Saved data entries
* * *

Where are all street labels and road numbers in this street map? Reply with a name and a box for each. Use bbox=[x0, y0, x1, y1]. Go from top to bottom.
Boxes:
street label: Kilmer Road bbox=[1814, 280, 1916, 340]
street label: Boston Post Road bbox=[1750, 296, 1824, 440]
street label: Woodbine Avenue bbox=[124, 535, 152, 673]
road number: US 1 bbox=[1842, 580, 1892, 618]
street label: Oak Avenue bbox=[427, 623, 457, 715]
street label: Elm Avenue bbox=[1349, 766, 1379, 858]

* * *

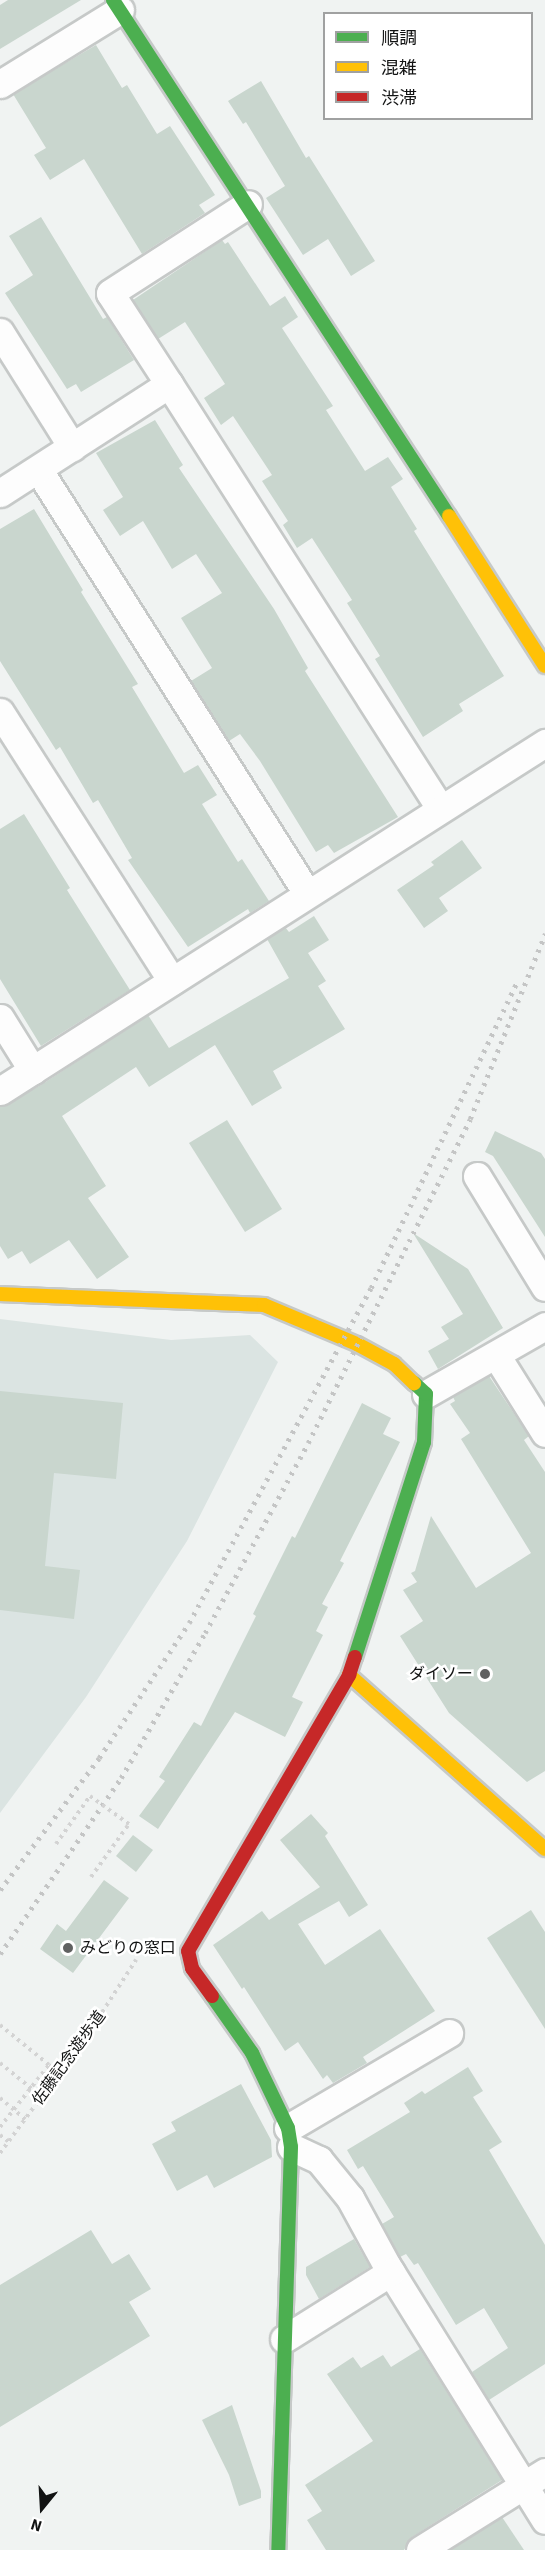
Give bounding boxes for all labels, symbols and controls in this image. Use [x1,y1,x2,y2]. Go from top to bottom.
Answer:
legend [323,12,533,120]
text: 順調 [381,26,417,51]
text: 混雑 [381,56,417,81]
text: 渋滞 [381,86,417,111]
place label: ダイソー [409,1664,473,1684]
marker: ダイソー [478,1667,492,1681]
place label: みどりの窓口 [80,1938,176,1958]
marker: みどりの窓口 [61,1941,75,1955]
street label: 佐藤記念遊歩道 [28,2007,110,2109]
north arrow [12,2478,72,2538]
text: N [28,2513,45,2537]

* * *

### YOUR INSTRUCTIONS
Whenever the string "from" turns up in a line above, copy that line out.

### TASK SOLUTION
Where are all street labels and road numbers in this street map? Reply with a name and a box for each. Use bbox=[x0, y0, x1, y1]. Go from top to bottom.
Give bounding boxes for all labels, symbols and controls in this image. Use [x1,y1,x2,y2]. Go from top to bottom.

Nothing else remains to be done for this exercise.